■ Exercise details:
For every line in the material below that holds "JSON", report the line.

■ Exercise data:
* * *
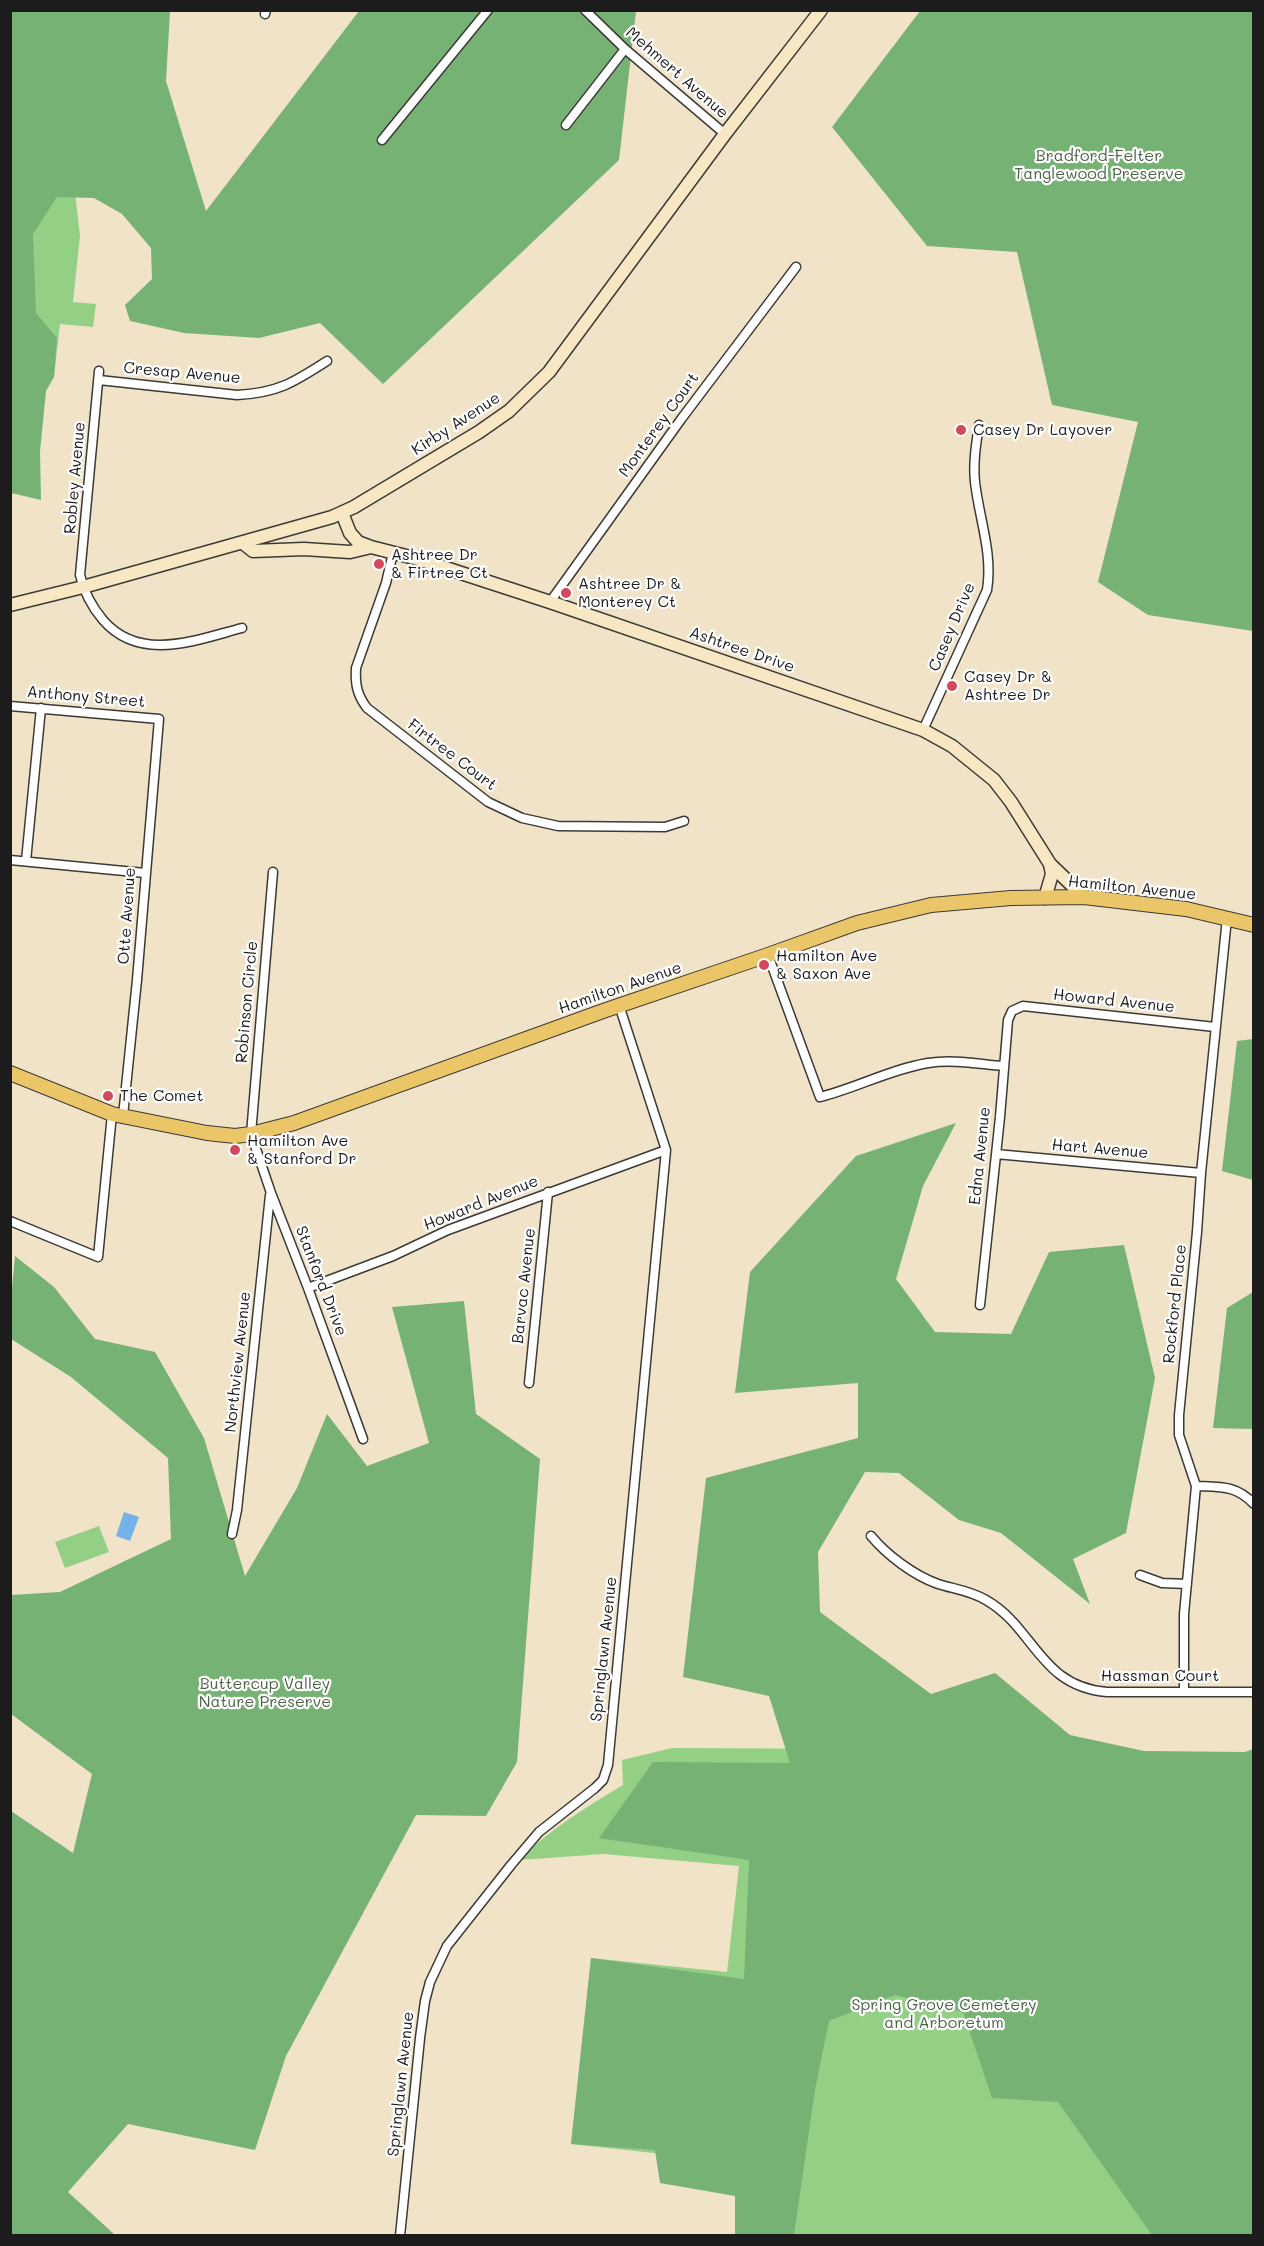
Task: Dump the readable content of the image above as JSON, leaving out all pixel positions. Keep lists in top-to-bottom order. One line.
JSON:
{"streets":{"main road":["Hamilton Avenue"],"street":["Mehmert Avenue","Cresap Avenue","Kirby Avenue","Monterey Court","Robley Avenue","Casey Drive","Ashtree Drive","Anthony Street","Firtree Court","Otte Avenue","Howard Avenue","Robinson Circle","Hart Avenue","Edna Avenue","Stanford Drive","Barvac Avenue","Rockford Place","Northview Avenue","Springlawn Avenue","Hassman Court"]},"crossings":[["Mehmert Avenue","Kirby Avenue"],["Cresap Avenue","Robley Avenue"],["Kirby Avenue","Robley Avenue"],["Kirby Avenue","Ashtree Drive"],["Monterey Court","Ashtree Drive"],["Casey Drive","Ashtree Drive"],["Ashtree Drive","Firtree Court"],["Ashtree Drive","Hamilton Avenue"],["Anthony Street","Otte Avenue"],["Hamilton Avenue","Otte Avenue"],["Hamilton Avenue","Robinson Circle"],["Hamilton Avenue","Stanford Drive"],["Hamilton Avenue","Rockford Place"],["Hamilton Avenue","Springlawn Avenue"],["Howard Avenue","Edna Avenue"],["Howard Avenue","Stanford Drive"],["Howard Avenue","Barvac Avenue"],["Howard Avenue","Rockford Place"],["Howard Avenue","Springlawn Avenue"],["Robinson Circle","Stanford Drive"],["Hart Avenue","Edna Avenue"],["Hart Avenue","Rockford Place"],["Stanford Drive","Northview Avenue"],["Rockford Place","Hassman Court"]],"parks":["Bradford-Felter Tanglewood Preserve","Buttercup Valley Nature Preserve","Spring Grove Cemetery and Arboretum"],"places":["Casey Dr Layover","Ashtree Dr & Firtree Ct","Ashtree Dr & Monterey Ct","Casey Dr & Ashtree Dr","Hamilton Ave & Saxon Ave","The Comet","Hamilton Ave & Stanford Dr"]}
* * *
■ Answer for the task:
Task: Dump the readable content of the image above as JSON, leaving out all pixel positions. Keep lists in top-to-bottom order. One line.
JSON:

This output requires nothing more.